Dataset entries:
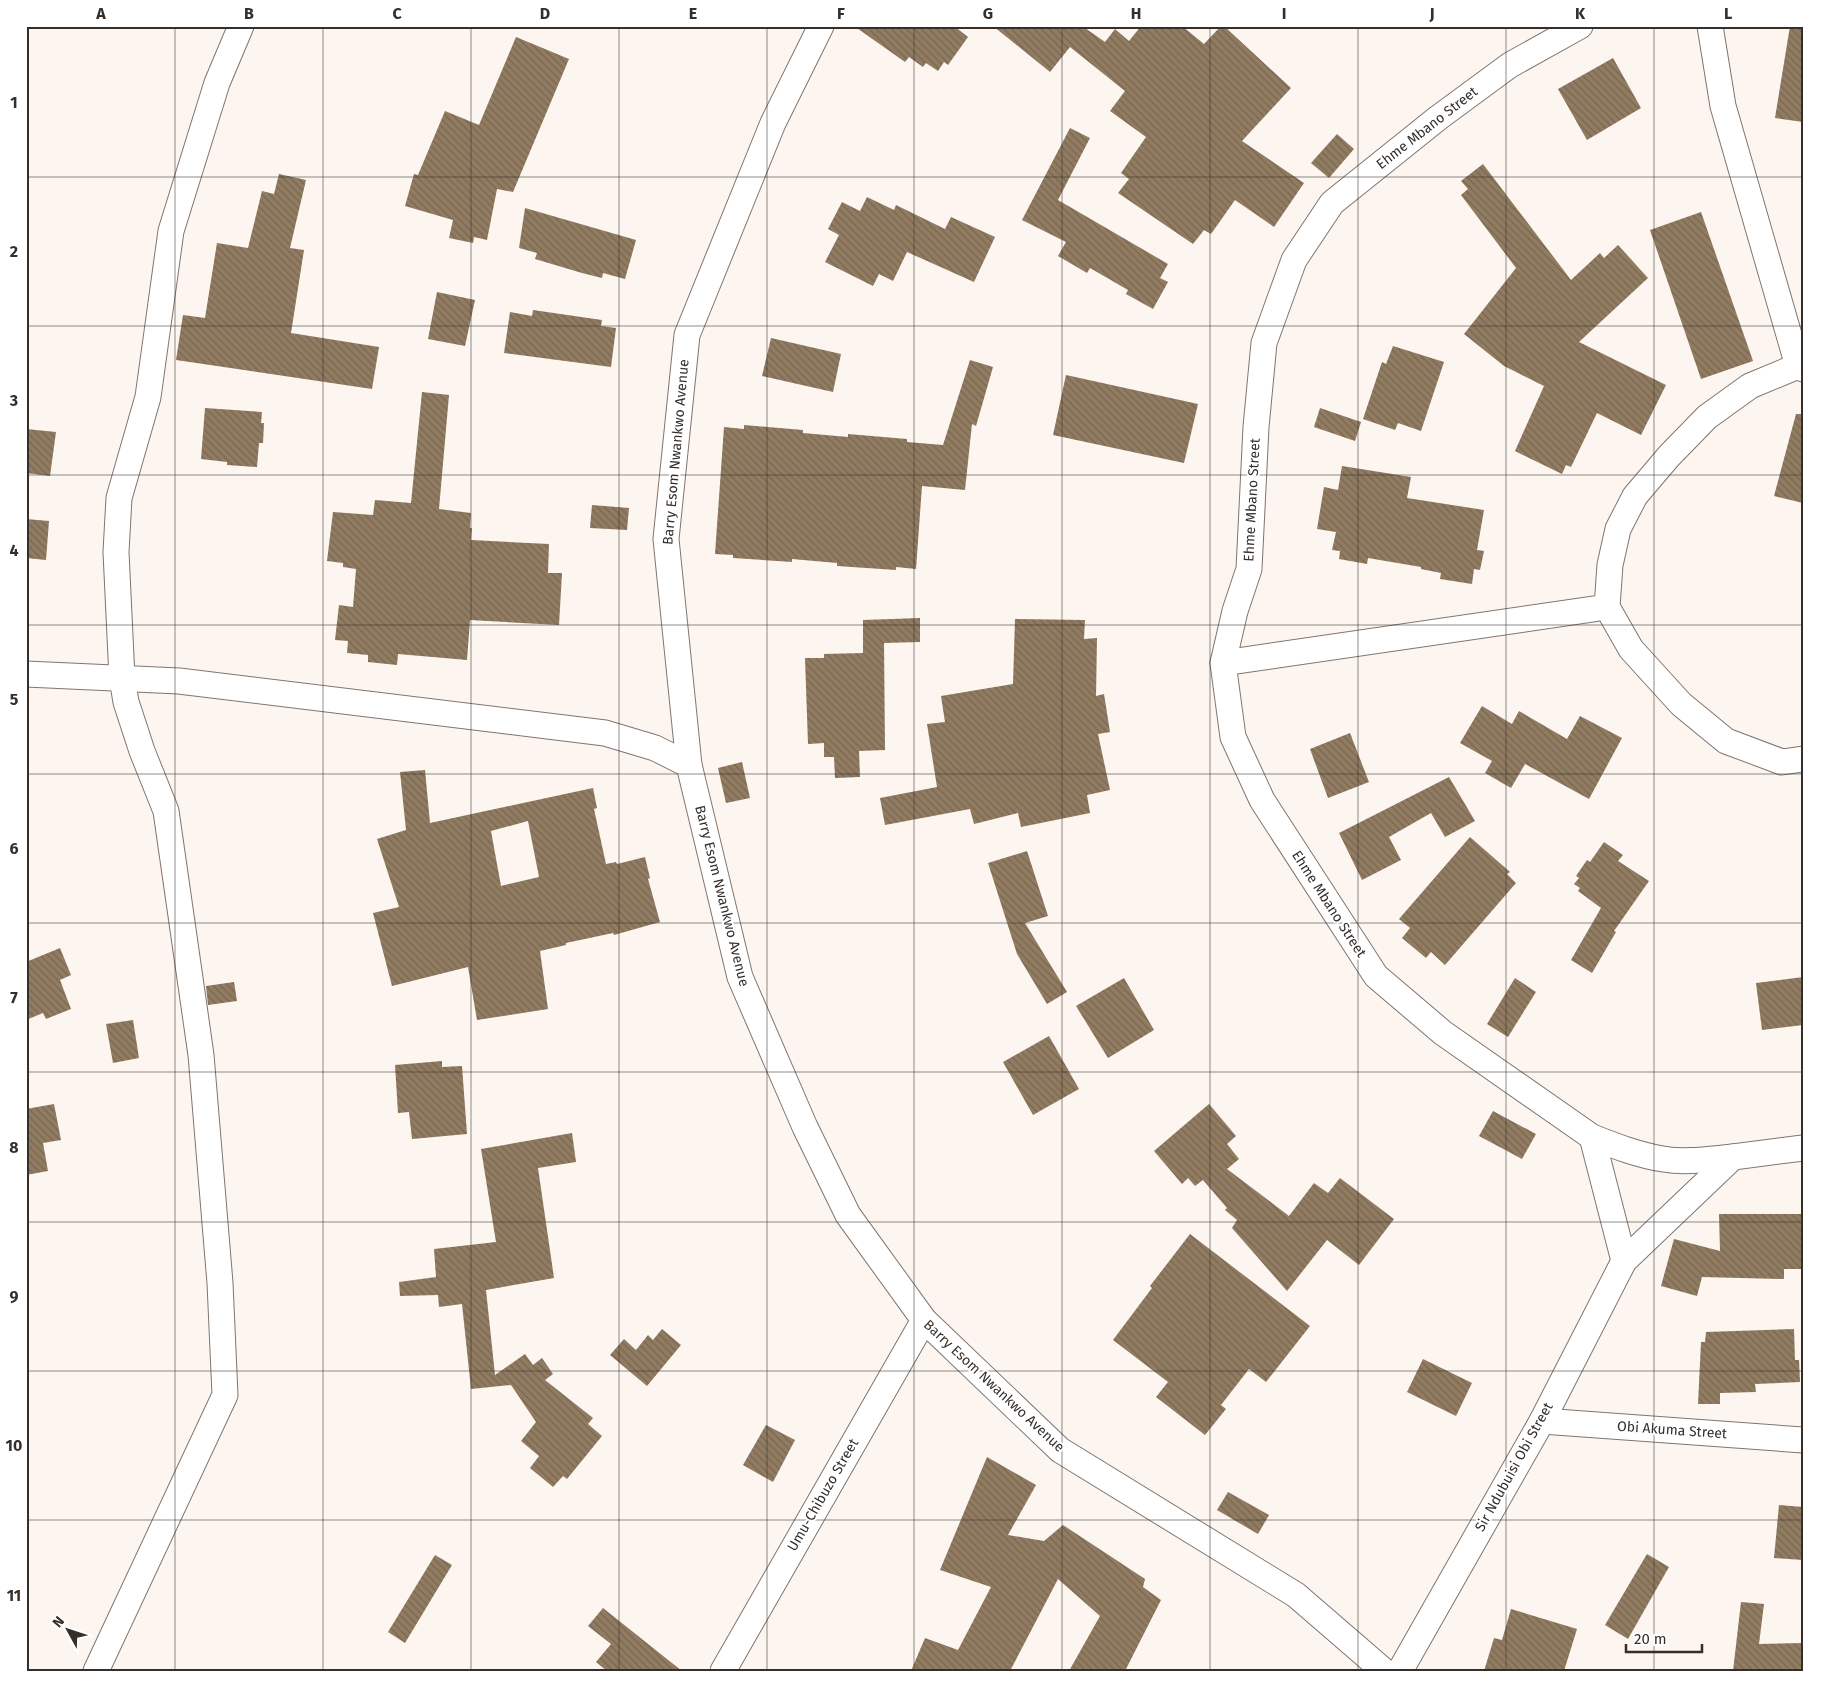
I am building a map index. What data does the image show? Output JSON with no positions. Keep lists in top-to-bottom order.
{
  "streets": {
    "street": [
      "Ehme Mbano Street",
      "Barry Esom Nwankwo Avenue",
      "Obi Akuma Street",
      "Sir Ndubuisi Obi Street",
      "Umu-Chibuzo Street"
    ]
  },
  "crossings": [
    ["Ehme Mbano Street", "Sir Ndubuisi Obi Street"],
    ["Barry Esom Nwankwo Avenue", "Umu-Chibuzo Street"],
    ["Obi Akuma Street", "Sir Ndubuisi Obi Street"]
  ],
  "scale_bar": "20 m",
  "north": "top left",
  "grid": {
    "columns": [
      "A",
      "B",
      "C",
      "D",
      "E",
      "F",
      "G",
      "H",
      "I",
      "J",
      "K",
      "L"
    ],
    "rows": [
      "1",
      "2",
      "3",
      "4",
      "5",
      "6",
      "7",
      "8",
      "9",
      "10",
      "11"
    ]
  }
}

**YOUR ASSIGNMENT**.
What is needed is an exact copy of the data, with the pictures removed.

**EXERCISE OUTPUT**.
I am building a map index. What data does the image show? Output JSON with no positions. Keep lists in top-to-bottom order.
{
  "streets": {
    "street": [
      "Ehme Mbano Street",
      "Barry Esom Nwankwo Avenue",
      "Obi Akuma Street",
      "Sir Ndubuisi Obi Street",
      "Umu-Chibuzo Street"
    ]
  },
  "crossings": [
    ["Ehme Mbano Street", "Sir Ndubuisi Obi Street"],
    ["Barry Esom Nwankwo Avenue", "Umu-Chibuzo Street"],
    ["Obi Akuma Street", "Sir Ndubuisi Obi Street"]
  ],
  "scale_bar": "20 m",
  "north": "top left",
  "grid": {
    "columns": [
      "A",
      "B",
      "C",
      "D",
      "E",
      "F",
      "G",
      "H",
      "I",
      "J",
      "K",
      "L"
    ],
    "rows": [
      "1",
      "2",
      "3",
      "4",
      "5",
      "6",
      "7",
      "8",
      "9",
      "10",
      "11"
    ]
  }
}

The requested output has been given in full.